"Können wir draußen Unterricht machen?" – der ein oder andere dürfte sich an dieses sommerliche Flehen zur Schulzeit bestens erinnern. Was für die meisten lediglich die perfekte Gelegenheit für ein Eis während der Mathestunde war, ist für die 13-jährige Yasmin aus Hagen bitterer Ernst.

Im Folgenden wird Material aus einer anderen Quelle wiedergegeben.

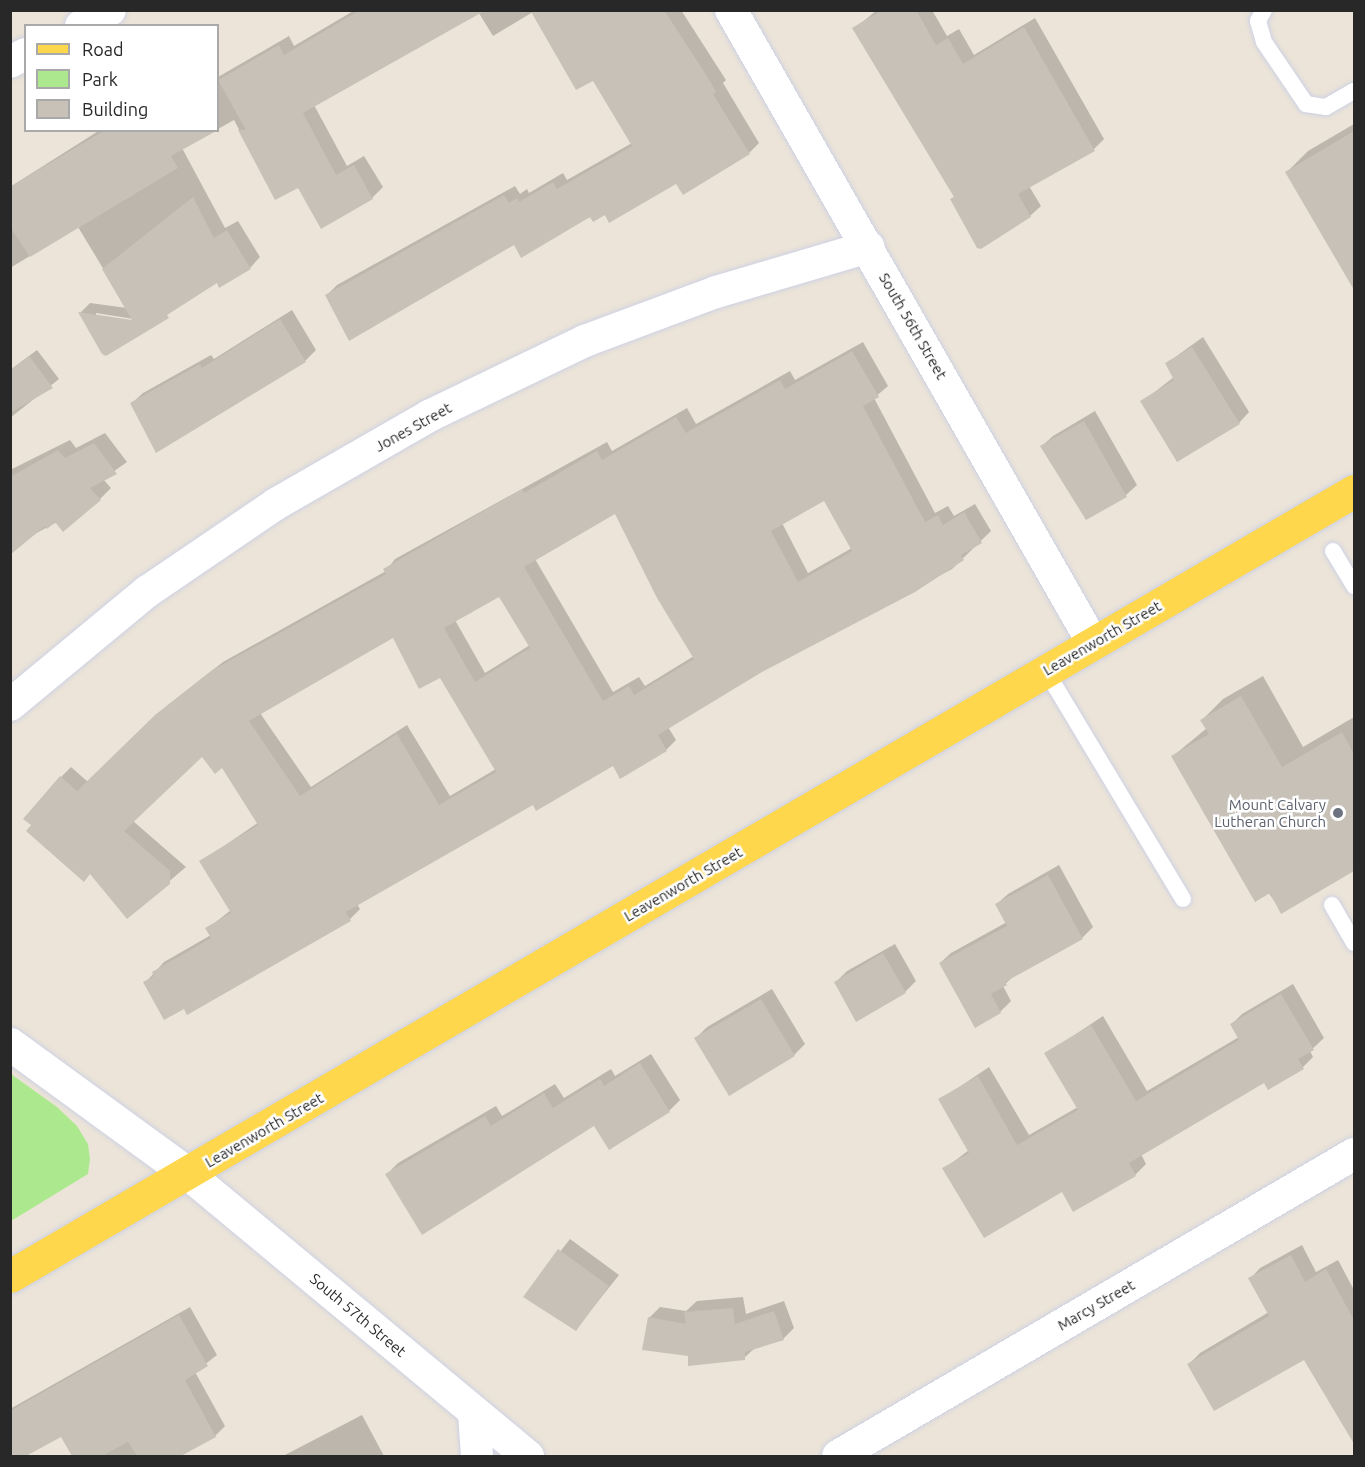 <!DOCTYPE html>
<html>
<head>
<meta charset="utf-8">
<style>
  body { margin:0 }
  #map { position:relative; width:1365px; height:1467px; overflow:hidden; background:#ece4d8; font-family:Ubuntu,sans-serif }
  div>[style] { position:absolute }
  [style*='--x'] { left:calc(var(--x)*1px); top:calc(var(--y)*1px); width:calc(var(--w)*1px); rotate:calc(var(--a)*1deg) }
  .green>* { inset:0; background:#ace98e }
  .shadow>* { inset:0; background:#0003 }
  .building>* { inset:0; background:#c7c1b8 }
  .roads { filter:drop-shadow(0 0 2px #cdd1e3) drop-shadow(0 0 2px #cdd1e3) }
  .service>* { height:16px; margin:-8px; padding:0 8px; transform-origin:8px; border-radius:8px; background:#fff }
  .minor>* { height:32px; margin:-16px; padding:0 16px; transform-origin:16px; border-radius:16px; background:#fff }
  .tertiary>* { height:33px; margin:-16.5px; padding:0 16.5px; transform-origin:16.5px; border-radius:16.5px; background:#fff }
  .primary>* { height:33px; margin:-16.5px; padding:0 16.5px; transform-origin:16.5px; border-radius:16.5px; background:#fed74c }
  .dots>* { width:16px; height:16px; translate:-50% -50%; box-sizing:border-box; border:3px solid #fff; border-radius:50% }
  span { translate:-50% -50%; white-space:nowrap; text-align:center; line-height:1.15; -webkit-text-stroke:5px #fff; paint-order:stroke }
  .street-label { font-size:15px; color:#282828 }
  .worship-label { font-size:15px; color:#5b616d }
  .right { translate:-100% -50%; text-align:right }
  .frame { position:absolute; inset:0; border:12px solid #282828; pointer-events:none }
  .legend { position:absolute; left:24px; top:24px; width:195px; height:108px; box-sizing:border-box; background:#fff; border:2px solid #a9a9a9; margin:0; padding:8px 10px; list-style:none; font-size:18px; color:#282828 }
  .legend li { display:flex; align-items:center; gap:12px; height:30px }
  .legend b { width:30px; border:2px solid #a9a9a9 }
</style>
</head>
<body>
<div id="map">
  <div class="green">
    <i style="clip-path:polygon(11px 1074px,57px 1107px,77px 1126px,88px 1144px,90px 1159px,88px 1174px,11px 1221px)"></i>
  </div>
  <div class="shadow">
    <i style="clip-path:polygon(355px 10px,465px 10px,314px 105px,347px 166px,364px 156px,383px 187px,372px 198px,322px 227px,298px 186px,275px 198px,234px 120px,218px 129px,218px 77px,289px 36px,294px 46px)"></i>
    <i style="clip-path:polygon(477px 10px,681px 10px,726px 80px,723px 83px,759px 143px,749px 153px,605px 213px,327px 295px,337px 285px,515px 186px,520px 194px,527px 189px,529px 193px,563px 173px,567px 180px,632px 143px,594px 79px,533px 12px,493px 36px)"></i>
    <i style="clip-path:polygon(877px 10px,932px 10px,947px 36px,959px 29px,974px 55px,1035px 18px,1104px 139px,1094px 149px,1029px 186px,1041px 206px,1030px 216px,952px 199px,955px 196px,854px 29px)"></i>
    <i style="clip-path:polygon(1354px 124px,1354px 287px,1287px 172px,1308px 151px)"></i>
    <i style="clip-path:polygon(evenodd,100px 130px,214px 130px,182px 148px,225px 228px,238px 221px,260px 257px,250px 268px,217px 281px,106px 354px,80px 313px,90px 303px,127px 308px,78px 227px,10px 268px,10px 187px,100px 130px,96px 313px,140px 320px,139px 323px,96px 316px,96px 313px)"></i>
    <i style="clip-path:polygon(292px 310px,316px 350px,305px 361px,132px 403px,143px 393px,211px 355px,214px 359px)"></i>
    <i style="clip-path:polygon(1203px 337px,1249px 412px,1239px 423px,1147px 398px,1174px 377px,1167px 363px)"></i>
    <i style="clip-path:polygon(evenodd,863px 342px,888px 386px,874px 398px,935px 513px,948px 506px,954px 516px,975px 504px,991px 531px,952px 569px,762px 671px,668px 727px,676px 740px,666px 750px,613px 764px,533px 803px,357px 904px,360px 909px,350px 919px,185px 1007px,145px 983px,164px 962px,211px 935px,207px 929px,231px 910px,201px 862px,259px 822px,223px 766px,202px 755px,133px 821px,186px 867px,127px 917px,61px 777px,71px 767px,88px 782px,168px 705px,223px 662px,386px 571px,395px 559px,607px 442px,612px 451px,687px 408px,696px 424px,790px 371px,795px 380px,863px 342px,825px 499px,852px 548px,808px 573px,782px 523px,825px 499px,863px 342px,615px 512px,694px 656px,645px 686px,639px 677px,613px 692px,535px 559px,615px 512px,863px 342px,500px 595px,530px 645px,485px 673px,455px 620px,500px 595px,863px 342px,394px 636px,440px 676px,496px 769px,450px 796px,407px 725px,311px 787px,260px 713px,394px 636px)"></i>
    <i style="clip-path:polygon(37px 350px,59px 379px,10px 418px,10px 370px)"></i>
    <i style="clip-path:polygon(1095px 411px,1137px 485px,1126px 495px,1086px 518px,1042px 446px,1053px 436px)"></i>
    <i style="clip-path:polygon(105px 433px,127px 462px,103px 479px,111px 488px,100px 499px,31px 536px,10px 513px,10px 470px,70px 440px,76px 448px)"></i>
    <i style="clip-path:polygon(1263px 676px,1303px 747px,1354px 717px,1354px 869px,1282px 912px,1173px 756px,1207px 728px,1202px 720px,1223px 699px)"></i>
    <i style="clip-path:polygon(1059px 865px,1093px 927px,1082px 938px,1016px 974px,1003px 986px,1011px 1001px,1000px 1012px,940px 963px,951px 953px,1007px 922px,997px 904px,1008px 894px)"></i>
    <i style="clip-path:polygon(895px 944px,916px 981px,905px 992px,836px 982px,847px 971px)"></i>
    <i style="clip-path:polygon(1293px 984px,1324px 1038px,1310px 1051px,1313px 1057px,1303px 1067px,1264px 1081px,1141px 1154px,1146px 1164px,1135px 1175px,1074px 1210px,1062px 1190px,944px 1169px,969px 1150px,940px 1100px,989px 1067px,1029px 1135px,1078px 1107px,1046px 1054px,1103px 1016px,1147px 1091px,1239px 1037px,1231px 1025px,1242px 1014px)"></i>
    <i style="clip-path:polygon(772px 989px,805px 1044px,794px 1055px,696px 1038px,707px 1027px)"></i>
    <i style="clip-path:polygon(651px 1054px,680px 1100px,669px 1111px,594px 1124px,423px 1233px,387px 1174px,398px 1163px,496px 1106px,502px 1116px,555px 1084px,564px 1098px,611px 1069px,615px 1076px)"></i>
    <i style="clip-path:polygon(570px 1239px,619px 1275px,576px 1329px,525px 1297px)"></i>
    <i style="clip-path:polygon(1302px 1245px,1316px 1272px,1338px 1260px,1354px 1290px,1354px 1420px,1346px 1426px,1305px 1358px,1189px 1364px,1200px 1353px,1269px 1312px,1250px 1279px,1260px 1268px)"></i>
    <i style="clip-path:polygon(743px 1297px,746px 1314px,784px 1301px,794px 1328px,783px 1339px,755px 1348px,744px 1358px,689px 1355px,649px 1318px,660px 1307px,686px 1311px,697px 1301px)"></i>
    <i style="clip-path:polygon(190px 1307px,217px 1355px,195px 1372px,225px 1426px,215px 1436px,178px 1456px,74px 1456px,61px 1435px,23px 1456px,10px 1456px,10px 1409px)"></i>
    <i style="clip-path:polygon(362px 1415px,384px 1456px,283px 1456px)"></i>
  </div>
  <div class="building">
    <i style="clip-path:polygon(360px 10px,486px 10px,303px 113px,336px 175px,354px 165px,373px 199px,321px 229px,298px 188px,275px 200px,238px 130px,246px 130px,218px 80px,279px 45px,284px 55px)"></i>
    <i style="clip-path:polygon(530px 10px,664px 10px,707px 76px,716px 92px,713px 94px,750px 154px,683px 195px,676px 184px,609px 223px,605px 215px,593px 222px,590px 217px,521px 258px,514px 245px,349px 341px,325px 295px,504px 195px,509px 203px,517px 198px,519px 202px,553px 182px,557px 189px,632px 146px,593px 81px,576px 90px)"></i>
    <i style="clip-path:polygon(882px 10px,916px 10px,936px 45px,948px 38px,963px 64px,1024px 27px,1095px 151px,1018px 194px,1031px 217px,981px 249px,977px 248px,950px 199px,954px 197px,852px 28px)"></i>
    <i style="clip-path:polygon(105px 130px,218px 130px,171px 156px,178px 168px,30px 257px,10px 227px,10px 187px)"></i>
    <i style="clip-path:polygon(1354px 131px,1354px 290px,1285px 172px)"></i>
    <i style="clip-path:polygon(193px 197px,214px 238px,227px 230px,251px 269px,219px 288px,217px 283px,167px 315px,169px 318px,106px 356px,102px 354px,78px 312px,132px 320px,102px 269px)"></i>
    <i style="clip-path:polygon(280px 319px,306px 362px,156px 453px,130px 403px,200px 364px,202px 368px)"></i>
    <i style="clip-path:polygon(1192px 347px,1240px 424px,1177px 462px,1140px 401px,1174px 380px,1165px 363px)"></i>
    <i style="clip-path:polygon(evenodd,852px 351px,879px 397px,863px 406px,925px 522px,938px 515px,943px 525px,964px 512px,982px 543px,961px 555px,964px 560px,915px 592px,762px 672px,658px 735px,667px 751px,620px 779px,613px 766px,536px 811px,533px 805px,346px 912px,351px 921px,187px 1015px,184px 1009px,164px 1020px,143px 982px,154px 976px,152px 972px,211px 938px,205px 928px,231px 913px,199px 861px,258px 825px,222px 768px,215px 774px,202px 757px,124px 831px,170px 871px,170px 884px,127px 919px,90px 874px,84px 882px,26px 831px,31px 825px,23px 819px,60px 776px,77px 791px,155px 715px,211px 671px,386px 574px,383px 569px,522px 489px,524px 493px,597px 451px,602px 460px,676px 417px,686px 433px,780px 380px,785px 389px,852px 351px,824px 501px,852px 551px,798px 582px,771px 531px,824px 501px,852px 351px,615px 514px,657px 598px,694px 659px,634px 695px,629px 686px,603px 701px,524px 567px,615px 514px,852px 351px,499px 597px,530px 648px,475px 682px,444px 628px,499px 597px,852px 351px,393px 638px,419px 689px,440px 678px,496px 772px,439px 805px,397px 734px,300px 796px,249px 721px,393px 638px)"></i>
    <i style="clip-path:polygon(29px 356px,53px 388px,10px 413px,10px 370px)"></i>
    <i style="clip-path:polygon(1084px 421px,1127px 497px,1086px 520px,1040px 446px)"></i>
    <i style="clip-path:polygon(94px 443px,117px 474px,90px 488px,101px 500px,63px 532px,55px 522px,47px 529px,45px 526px,10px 555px,10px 477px,58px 450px,65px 458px)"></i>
    <i style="clip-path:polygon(1241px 696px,1282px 767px,1342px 732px,1354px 754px,1354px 871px,1281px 914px,1270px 893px,1255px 902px,1171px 756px,1209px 734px,1200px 720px)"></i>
    <i style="clip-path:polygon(1048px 875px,1083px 939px,1005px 982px,1007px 985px,991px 994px,1001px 1013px,975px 1028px,939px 963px,1007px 926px,995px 904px)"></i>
    <i style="clip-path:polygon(883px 953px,906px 993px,856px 1022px,834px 982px)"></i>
    <i style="clip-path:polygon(1281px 994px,1314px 1050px,1298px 1059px,1304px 1069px,1268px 1090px,1264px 1083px,1129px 1163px,1136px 1176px,1073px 1212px,1062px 1192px,984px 1238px,942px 1168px,969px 1153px,938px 1099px,978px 1076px,1017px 1145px,1078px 1110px,1044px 1053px,1091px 1025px,1136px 1101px,1239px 1040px,1230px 1024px)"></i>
    <i style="clip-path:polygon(761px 999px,795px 1056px,729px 1096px,694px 1038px)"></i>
    <i style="clip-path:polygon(640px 1063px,670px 1112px,609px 1150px,594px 1126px,422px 1235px,385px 1174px,485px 1116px,491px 1126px,544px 1093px,553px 1108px,600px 1079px,604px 1086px)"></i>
    <i style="clip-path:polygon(558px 1249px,609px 1286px,576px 1331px,523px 1297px)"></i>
    <i style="clip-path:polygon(1291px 1255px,1305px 1282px,1326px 1269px,1354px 1320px,1354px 1444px,1304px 1360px,1214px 1411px,1187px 1364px,1269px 1316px,1248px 1278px)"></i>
    <i style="clip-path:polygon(733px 1308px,735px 1324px,774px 1311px,784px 1340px,745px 1352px,745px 1360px,688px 1366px,688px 1356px,642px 1350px,648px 1317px,686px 1324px,684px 1312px)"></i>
    <i style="clip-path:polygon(179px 1315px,208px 1366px,185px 1380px,216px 1437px,181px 1456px,137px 1456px,128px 1442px,102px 1456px,72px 1456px,61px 1437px,26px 1456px,10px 1456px,10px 1411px)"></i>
  </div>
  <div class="roads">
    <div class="service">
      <i style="--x:1264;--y:10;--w:13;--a:119"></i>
      <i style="--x:1258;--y:21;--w:22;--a:74"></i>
      <i style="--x:1264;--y:42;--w:75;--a:55.9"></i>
      <i style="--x:1306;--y:104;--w:20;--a:9"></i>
      <i style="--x:1326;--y:107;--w:32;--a:-30"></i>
      <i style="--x:1333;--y:551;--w:41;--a:59"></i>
      <i style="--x:1046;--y:671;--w:266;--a:59"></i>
      <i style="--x:1332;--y:905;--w:44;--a:59.9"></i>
    </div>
    <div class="minor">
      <i style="--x:731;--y:10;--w:729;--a:60.24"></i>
      <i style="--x:81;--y:26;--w:33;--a:-29"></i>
      <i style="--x:10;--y:62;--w:18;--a:-27"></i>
      <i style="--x:10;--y:705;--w:179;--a:-39.6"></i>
      <i style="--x:148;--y:591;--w:155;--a:-34.2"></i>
      <i style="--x:276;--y:504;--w:177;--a:-29.9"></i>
      <i style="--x:429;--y:416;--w:173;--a:-25.7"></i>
      <i style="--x:585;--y:341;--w:140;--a:-20.5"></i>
      <i style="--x:716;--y:292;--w:159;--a:-16.5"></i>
      <i style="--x:188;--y:1174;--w:442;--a:39.7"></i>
      <i style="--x:474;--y:1412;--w:44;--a:86.1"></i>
      <i style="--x:838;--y:1456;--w:598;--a:-30.34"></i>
    </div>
    <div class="tertiary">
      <i style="--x:10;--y:1044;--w:220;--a:36.1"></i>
    </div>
    <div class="primary">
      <i style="--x:10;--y:1276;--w:1556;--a:-30.29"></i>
    </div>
  </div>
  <div class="dots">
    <i style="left:1338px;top:813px;background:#6b7280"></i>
  </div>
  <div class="street-label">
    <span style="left:913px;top:326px;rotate:60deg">South 56th Street</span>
    <span style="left:413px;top:427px;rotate:-29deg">Jones Street</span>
    <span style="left:1102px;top:638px;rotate:-30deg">Leavenworth Street</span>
    <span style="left:683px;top:884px;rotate:-30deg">Leavenworth Street</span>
    <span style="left:264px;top:1130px;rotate:-30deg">Leavenworth Street</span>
    <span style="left:1096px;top:1305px;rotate:-30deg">Marcy Street</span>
    <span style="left:358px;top:1315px;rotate:40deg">South 57th Street</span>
  </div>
  <div class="worship-label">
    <span class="right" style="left:1326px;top:813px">Mount Calvary<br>Lutheran Church</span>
  </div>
  <div class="frame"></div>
  <ul class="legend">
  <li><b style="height:8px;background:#fed74c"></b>Road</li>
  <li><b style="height:16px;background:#ace98e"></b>Park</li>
  <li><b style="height:16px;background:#c7c1b8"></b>Building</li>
  </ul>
</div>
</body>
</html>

Drei Tage hatte die Realschülerin darauf bestanden, draußen unterrichtet zu werden – trotz teils frostiger Temperaturen. Der Grund: Yasmin hat Angst vor Corona. Weil sie vorerkrankt sei, wolle sie trotz ihres dreifachen Impfschutzes kein Risiko eingehen. Zugleich habe sie mit der Aktion ihre Mitschüler und Lehrer vom Impfen überzeugen wollen.
Die Schule hatte dem Mädchen Pult und Stuhl auf den Schulhof gestellt, wo es online am Unterricht teilnahm. Während der Pausen oder zum Aufwärmen nutzte die Schülerin einen freien Raum im Gebäude, wie ein Sprecher der Stadt Hagen schilderte.
"Es gibt Kinder, die sind nicht geimpft und halten sich nicht an die Regeln. Und mit denen setze ich mich nicht mehr zusammen in einen Raum", sagte sie der "Westfalenpost".
Doch die Aktion habe die Behörden zum Handeln gezwungen. Das Hagener Jugendamt, so die "Westfalenpost", habe das Wohlergehen des Mädchens gefährdet gesehen und ein schulpsychologisches Gutachten der 13-Jährigen erstellen wollen. "Der Protest ist vielleicht gut gemeint, aber es handelt sich um ein 13-jähriges Kind, das bei Wind und Wetter draußen sitzt und das Ganze nicht überblickt", habe Reinhard Goldbach, Leiter des städtischen Fachbereichs Jugend und Soziales, gesagt.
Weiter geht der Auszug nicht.